Amazingly, John Gielgud continued his career almost up to his last minute. In the 1990s he made at least 25 appearances in television and films, including The Power of One (1992), First Knight (1995), Shine (1996), and Elizabeth (1998). John Gielgud made his last appearance a few weeks before his death in the 2000 film short Catastrophe written by Samuel Beckett and directed by David Mamet. His role of The Protagonist is without dialogue so his film career came full circle, having began in silent films.
John Gielgud was also an author, having written three volumes of his memoirs An Actor and His Time, Early Stages, and Distinguished Company, as well as Acting Shakespeare with John Miller. He was also a campaigner for animal rights, receiving the "Humanitarian of the Year" Award in 1994 and 1999 by the People for the Ethical Treatment of Animals, for whom he had narrated a video exposing the force-feeding of geese and duck to make foie gras. His involvement led to many restaurants and chefs refusing to serve the dish.

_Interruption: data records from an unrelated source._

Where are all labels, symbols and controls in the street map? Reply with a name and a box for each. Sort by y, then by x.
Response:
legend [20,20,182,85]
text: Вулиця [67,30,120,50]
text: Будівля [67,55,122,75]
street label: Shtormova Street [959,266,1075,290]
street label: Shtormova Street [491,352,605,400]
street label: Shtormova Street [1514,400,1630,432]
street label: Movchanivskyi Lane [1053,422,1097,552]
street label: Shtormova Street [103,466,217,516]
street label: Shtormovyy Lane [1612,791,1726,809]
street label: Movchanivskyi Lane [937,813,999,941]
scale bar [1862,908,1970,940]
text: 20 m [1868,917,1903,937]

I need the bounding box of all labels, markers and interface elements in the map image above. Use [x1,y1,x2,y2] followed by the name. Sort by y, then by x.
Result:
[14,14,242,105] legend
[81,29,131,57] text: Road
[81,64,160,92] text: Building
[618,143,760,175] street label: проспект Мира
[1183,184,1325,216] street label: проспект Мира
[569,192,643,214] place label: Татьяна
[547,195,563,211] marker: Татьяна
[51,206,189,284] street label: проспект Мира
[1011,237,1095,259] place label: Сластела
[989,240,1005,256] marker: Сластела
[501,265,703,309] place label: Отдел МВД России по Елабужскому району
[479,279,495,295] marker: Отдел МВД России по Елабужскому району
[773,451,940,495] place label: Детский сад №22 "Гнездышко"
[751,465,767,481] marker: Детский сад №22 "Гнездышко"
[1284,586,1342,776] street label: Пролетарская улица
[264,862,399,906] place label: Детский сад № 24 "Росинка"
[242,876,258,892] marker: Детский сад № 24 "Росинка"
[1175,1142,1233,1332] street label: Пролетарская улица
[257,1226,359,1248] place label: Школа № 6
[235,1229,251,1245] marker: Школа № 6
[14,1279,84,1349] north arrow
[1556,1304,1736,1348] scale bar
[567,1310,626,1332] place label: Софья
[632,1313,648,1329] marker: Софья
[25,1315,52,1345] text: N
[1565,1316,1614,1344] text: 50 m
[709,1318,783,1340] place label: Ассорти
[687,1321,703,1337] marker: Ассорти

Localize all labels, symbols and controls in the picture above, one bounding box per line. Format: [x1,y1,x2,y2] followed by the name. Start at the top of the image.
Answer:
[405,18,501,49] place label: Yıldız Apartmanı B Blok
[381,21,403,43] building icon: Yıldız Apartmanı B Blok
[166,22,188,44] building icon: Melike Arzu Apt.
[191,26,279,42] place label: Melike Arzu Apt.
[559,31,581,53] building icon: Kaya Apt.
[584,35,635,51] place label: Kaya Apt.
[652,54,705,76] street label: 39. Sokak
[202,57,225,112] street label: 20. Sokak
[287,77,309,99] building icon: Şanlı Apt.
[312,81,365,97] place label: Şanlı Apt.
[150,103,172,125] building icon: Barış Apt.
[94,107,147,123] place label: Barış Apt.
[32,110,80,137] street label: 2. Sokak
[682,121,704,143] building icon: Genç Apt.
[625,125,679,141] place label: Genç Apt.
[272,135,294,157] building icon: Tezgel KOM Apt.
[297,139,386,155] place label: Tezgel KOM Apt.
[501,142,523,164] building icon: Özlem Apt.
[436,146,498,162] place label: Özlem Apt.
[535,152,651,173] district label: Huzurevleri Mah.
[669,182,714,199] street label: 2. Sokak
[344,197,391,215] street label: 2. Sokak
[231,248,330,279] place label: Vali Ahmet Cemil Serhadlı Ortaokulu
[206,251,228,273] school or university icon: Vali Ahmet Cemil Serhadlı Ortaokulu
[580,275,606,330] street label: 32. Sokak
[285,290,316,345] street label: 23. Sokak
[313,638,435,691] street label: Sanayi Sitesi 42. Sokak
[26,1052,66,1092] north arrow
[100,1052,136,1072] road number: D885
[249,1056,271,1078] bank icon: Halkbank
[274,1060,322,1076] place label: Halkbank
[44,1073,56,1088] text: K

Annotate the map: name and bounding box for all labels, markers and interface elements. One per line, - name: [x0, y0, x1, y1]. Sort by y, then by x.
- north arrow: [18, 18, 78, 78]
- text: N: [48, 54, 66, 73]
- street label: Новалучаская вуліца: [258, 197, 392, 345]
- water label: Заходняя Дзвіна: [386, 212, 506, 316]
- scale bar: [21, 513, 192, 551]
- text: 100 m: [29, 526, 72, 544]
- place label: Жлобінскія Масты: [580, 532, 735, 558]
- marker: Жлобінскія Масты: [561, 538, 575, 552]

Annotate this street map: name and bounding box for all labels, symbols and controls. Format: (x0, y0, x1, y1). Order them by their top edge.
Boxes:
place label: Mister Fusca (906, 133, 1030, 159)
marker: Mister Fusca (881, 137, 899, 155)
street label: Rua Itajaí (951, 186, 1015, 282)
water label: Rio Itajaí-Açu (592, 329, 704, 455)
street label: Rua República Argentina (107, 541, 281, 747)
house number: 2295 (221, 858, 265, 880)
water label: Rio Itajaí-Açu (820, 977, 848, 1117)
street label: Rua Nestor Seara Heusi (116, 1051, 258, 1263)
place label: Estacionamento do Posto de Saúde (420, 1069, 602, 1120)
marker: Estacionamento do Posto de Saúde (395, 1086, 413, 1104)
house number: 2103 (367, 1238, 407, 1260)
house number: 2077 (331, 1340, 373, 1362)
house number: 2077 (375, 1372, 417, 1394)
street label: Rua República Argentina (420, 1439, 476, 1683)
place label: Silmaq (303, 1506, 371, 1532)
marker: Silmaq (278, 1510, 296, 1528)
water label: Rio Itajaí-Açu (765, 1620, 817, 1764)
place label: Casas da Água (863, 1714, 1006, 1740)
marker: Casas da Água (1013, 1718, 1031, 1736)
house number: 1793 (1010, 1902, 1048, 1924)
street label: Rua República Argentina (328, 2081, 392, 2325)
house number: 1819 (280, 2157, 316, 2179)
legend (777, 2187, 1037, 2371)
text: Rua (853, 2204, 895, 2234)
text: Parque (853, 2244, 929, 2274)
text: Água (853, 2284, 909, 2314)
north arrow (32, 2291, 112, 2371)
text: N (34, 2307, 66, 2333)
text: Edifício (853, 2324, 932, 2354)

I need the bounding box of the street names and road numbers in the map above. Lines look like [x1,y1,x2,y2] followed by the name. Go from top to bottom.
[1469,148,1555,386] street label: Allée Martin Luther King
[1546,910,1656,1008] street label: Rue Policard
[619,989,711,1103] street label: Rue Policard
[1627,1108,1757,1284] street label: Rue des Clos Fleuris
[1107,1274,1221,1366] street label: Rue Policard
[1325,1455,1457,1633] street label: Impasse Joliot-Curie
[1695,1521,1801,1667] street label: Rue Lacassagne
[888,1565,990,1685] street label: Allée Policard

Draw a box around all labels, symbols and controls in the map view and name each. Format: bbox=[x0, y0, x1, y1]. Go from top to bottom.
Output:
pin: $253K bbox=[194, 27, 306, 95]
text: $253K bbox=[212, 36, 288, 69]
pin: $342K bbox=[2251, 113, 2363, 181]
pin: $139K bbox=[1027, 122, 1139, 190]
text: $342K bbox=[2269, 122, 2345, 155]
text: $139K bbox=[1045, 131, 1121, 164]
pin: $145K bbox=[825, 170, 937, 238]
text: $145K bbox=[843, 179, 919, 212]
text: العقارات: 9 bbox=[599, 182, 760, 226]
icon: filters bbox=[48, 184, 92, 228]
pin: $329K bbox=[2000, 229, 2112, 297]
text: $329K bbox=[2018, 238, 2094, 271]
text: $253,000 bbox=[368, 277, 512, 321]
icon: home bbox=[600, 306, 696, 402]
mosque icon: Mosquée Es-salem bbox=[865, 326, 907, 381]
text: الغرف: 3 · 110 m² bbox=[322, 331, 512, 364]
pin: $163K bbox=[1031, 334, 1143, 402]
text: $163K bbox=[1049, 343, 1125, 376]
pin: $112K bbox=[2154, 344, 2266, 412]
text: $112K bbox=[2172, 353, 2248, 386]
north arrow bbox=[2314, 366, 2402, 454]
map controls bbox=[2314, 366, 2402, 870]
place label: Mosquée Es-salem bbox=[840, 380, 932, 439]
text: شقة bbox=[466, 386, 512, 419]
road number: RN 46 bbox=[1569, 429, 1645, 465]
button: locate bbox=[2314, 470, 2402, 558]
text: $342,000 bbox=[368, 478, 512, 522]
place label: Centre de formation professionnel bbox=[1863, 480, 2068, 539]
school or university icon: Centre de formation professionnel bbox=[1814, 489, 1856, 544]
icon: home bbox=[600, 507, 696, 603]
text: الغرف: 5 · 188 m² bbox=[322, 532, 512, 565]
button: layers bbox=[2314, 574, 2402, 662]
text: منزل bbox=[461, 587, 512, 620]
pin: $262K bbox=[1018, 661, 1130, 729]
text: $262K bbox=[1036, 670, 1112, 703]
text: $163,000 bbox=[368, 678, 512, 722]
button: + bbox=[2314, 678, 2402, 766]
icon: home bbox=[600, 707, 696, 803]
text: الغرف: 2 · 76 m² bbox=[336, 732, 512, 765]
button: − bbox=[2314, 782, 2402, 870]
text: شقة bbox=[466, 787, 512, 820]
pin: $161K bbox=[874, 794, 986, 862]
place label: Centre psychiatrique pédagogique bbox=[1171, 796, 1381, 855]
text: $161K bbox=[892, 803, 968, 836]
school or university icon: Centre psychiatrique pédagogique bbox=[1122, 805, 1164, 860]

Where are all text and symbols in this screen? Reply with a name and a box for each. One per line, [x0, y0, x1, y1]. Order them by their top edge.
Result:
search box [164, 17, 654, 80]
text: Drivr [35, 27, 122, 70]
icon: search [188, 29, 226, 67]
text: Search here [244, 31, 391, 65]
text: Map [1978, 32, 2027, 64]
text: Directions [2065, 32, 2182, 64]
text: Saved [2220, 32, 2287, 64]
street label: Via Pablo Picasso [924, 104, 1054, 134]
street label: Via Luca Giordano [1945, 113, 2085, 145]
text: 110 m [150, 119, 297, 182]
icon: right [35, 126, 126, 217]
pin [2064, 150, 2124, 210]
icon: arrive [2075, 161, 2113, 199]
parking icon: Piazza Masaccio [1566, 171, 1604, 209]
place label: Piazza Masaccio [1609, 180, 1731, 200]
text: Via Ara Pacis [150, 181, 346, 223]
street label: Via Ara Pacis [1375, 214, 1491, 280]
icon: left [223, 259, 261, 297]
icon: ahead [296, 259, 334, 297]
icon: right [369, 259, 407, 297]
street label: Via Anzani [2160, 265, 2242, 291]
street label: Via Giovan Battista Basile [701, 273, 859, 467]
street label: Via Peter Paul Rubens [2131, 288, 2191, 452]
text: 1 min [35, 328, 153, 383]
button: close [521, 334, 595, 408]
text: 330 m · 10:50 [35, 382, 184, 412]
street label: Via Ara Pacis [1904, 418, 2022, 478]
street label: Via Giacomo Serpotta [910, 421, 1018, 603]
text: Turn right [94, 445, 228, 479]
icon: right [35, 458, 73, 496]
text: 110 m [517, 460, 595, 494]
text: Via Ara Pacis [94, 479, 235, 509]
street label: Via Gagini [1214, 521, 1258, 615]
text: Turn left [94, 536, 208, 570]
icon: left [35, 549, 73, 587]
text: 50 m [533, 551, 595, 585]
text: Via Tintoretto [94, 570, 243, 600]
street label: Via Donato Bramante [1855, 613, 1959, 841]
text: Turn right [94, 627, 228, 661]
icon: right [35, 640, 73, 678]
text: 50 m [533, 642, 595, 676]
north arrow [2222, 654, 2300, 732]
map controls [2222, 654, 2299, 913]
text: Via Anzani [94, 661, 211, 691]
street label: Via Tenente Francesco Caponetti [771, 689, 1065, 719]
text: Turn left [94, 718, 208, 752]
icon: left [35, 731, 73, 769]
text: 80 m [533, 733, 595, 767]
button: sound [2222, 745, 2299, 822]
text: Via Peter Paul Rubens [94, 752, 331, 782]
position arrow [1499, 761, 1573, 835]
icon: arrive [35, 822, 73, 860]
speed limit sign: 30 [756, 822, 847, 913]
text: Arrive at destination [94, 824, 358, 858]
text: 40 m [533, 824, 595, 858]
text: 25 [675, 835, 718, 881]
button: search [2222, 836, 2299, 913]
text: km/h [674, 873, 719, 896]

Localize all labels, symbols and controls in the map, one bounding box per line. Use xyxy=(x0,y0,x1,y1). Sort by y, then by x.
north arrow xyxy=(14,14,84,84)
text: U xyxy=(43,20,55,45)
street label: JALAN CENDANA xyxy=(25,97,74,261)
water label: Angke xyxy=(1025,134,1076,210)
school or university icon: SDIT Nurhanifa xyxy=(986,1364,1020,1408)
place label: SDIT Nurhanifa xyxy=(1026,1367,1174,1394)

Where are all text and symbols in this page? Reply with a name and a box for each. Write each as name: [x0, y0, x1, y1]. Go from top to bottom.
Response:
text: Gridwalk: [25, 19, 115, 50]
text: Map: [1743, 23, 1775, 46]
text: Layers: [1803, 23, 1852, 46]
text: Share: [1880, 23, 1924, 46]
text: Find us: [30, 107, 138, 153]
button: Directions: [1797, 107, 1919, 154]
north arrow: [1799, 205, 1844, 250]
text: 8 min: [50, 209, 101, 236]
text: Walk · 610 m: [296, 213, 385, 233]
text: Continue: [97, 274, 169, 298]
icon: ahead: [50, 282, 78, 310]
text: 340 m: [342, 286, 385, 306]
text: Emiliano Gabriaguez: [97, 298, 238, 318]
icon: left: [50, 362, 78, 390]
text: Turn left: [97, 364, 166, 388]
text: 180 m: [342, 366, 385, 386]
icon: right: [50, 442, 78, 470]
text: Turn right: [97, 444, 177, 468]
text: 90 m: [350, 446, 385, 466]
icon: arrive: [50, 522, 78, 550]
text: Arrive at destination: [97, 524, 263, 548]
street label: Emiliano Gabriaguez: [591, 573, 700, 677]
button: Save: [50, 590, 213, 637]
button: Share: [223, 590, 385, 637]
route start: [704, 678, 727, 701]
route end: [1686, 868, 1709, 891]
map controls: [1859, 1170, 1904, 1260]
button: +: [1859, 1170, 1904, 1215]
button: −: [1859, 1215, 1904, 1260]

When John Gielgud died at the age of ninety-six on May 21, 2000, he left a life filled with honors. He was considered the greatest Shakespearian actor of the Twentieth Century, had been nominated and won Academy, Emmy, Tony and Grammy Awards, been knighted as a Companion of Honour in 1953 and elevated to the Order of Merit by Queen Elizabeth in 1996. In 1994 the Globe Theater in London was renamed the Gielgud Theater. The Shakespeare Guild frequently presents the Sir John Gielgud Award for "Excellence in the Dramatic Arts" in his honor.
by Lorraine LoBianco
SOURCES:
Sheridan Morley, John Gielgud: The Authorized Biography (2002)
John Gielgud An Actor and His Time (1979)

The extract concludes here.